Lindsay Rasmussen da Third Derivative concorda. A tecnologia é promissora. É cedo. Não comprovado em escala. Ela compara isso à energia solar. A pesquisa começa na Europa. A comercialização acontece nos EUA. A fabricação em massa acontece na Ásia.

Onde vai parar o resfriamento de estado sólido? Provavelmente na Ásia, adquiridos por gigantes como Samsung ou Daikin, que observam esses laboratórios como falcões.

O primeiro dia está chegando. Os preços das unidades de janela cairão. Compre-os se quiser.

Mas instalar mais ar condicionado não resolverá o problema de aquecimento da Europa. Nossas cidades são caixas de concreto. Precisamos resfriar as caixas, não apenas os cômodos dentro delas.

Miranda e a IEA defendem uma “hierarquia de resfriamento”:
1. Mantenha primeiro o calor afastado (árvores, sombra, tinta reflexiva).
2. Ventile naturalmente.
3. Use AC apenas onde for crítico (hospitais, escolas, cuidados a idosos).

Paris fez isso antes das Olimpíadas de 2024. Eles canalizaram água fria do rio para o subsolo para resfriar edifícios públicos. Inteligente. Eficiente. Local.
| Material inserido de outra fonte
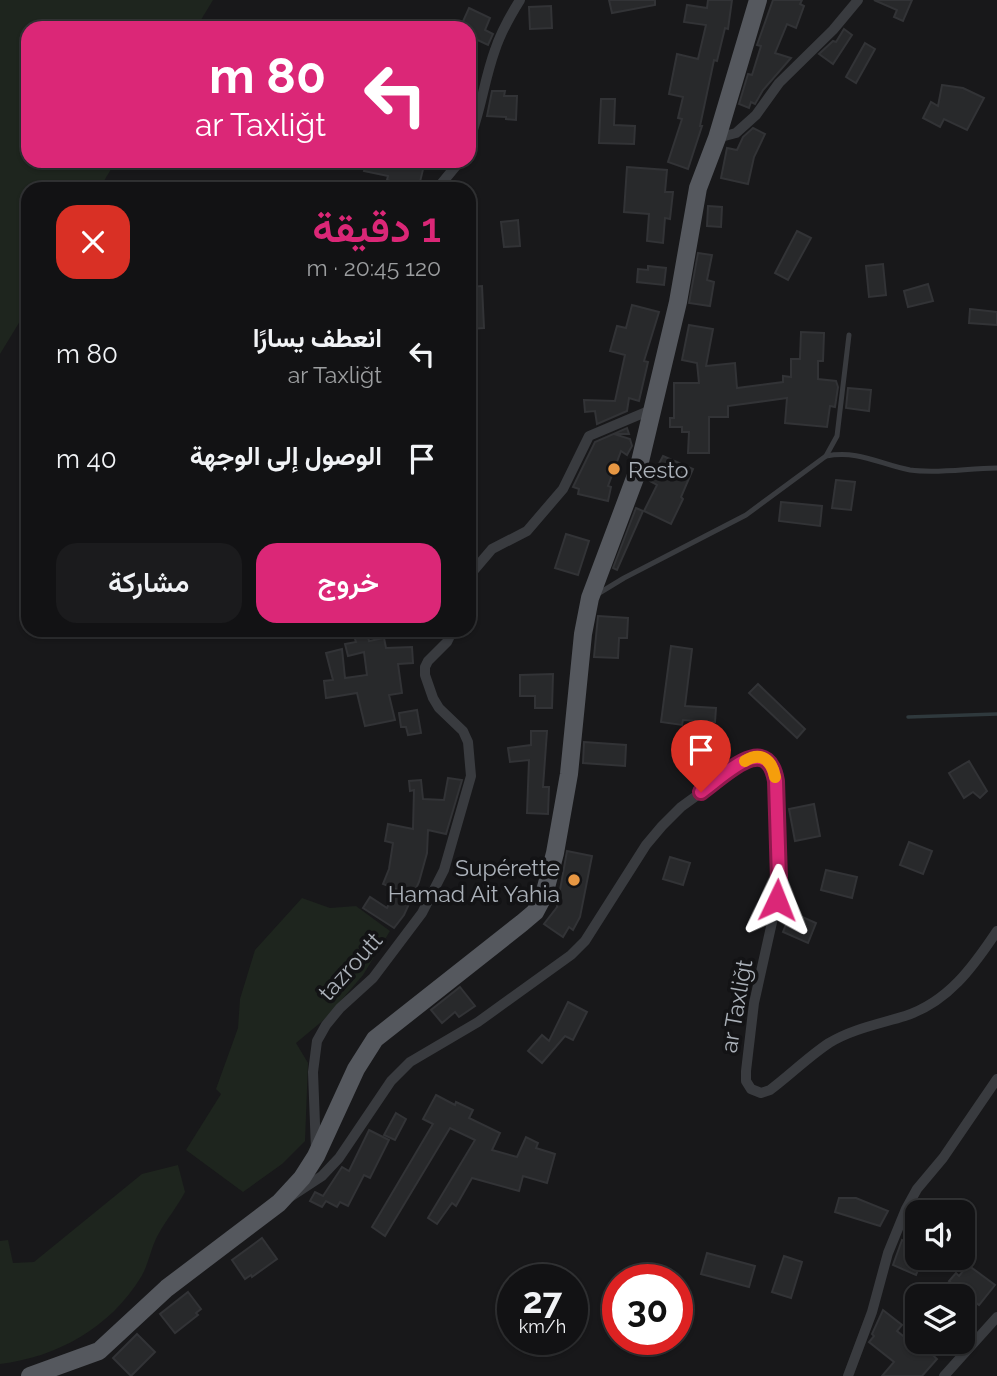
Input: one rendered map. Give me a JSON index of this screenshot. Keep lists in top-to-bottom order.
{
  "streets": {
    "street": ["tazroutt", "ar Taxliǧt"]
  },
  "places": ["Resto", "Supérette Hamad Ait Yahia"],
  "page": {
    "turn": ["80 m", "ar Taxliǧt"],
    "heading": ["1 دقيقة", "120 m · 20:45"],
    "list": [
      {
        "name": "انعطف يسارًا",
        "note": "ar Taxliǧt",
        "value": "80 m"
      },
      {
        "name": "الوصول إلى الوجهة",
        "value": "40 m"
      }
    ],
    "buttons": ["خروج", "مشاركة"],
    "speed": "27 km/h",
    "limit": "30"
  }
}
Os decisores políticos estão a começar a perceber que temos de nos adaptar. As ondas de calor estão ficando mais altas.

Podemos construir máquinas melhores. Podemos importar tecnologia do Oriente. Mas vamos plantar as árvores a tempo?

Essa parte depende de nós. E honestamente? Parece que já estamos atrasados.